When a reader clicks through to your content, they’ll be wary about what they’re reading. They won’t just take everything as gospel, they might even look elsewhere for reassurance that your content is based on fact rather than fiction.
It’s up to you to convince them that your content – therefore your brand – can be trusted.
If they get an inkling that your content is masquerading as an advertorial, they’ll be off. And who could blame them?
The older they are, the more likely they are to not take your content at face value, research from Neilsen suggests.
Just 55% of people aged 65 and over said they ‘completely or somewhat trust’ editorial content, compared to 68% of millennials (aged 21-34). To put that into perspective, 79% of the over 65s and 83% of millennials said they entirely trust recommendations from people they know.
Forbes contributor Brian Sutter writes that in order to create content that people can trust, you need to follow a few guidelines consistently:
1. Serve your audience first
As you put pen to paper, your primary goal should be to serve your audience. Some firms don’t make it until the second paragraph before they’re talking up their brand, but that only serves to make the reader immediately suspicious. “Oh, so that’s why they’re telling me this,” they’ll think.
Content has always got to be about giving the reader something they can put to good use, helping them make positive associations with your brand. That’s where the value lies for your business.
2. Flood your content with facts
If you’re going to make an opinion, try and base them on facts. That’s what makes an argument convincing. There’s so much research to be found – in every industry – you shouldn’t have too much trouble backing up your opinion, regardless what point you’re trying to make. It might require a bit of digging, but it’s all in the name of getting your customers, or prospects, to believe what you’re telling them.
3. Keep it balanced
“There are two sides to every argument” goes the old adage. It’s true, though. If you’re trying to make the case for one side, you still need to offer up the alternatives. While subtly trying to convince the reader one way or another is fine, you’ve got to let them make their own minds up.
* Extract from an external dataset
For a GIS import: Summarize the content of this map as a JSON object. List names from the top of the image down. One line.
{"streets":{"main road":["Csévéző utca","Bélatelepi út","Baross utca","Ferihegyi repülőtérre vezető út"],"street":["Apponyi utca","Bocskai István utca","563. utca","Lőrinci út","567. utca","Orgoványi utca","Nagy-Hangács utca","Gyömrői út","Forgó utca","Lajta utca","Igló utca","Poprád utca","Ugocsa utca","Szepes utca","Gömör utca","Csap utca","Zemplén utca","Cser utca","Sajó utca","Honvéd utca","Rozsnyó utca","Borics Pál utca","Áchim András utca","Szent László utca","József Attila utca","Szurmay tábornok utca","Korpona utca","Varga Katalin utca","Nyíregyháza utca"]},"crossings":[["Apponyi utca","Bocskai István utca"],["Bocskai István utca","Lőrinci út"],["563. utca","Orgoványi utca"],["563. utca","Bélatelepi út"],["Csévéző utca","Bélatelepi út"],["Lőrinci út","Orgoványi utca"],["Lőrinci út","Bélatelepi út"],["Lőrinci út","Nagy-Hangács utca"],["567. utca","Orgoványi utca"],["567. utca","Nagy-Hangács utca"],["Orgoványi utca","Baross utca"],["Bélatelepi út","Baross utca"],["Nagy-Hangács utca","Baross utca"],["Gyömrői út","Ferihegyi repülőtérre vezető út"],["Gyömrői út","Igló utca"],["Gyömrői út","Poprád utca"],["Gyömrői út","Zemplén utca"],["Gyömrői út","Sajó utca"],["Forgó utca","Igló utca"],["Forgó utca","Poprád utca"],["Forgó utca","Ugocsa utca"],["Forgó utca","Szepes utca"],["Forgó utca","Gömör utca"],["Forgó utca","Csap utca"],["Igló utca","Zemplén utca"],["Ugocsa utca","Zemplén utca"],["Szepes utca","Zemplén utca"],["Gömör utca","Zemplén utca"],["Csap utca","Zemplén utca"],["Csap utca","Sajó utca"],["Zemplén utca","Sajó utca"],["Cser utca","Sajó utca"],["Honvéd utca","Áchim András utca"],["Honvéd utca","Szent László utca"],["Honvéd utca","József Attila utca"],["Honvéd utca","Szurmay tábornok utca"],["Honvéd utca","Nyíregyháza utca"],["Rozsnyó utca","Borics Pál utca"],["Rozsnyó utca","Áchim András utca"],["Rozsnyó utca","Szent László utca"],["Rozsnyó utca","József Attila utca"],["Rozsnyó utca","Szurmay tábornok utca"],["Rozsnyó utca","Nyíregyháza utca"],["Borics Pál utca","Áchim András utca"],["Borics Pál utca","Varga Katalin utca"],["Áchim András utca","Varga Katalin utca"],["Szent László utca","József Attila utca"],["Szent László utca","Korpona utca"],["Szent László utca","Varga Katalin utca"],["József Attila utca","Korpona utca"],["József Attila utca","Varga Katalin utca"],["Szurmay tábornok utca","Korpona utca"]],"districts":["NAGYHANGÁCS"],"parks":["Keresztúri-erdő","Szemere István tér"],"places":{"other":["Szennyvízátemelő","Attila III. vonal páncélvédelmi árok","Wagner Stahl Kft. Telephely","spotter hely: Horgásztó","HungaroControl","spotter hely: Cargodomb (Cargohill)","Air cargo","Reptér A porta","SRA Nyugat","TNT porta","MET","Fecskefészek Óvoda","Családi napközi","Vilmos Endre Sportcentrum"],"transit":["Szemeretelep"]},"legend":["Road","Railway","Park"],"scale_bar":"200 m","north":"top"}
Consider including other people’s opinions in the name of keeping things balanced, even if you don’t necessarily agree with them. It’ll lend some much welcome credibility to your content.
4. Proofread and proofread again
Making a spelling or grammatical error in a piece of content is more serious than you might think. Just ask the Guardian. To this day, it is nicknamed ‘The Grauniad’ due to its reputation for typing errors.
For whatever reason, people remember spelling and usage errors. Even if the error is harmless enough, it will dent your credibility, so proofread, and then proofread again. Here at M2 Bespoke, all our writers are paired up to edit each other’s work.
5. Consider your website’s design
Your content’s credibility depends on how attractive and functional your website is. In a Stanford study of 2684 people, participants were asked to assess two websites; site design was found to be the feature reviewers considered most important when evaluating which site was most trustworthy. So, if your website is not up to scratch, that might be enough for people to avoid your content altogether.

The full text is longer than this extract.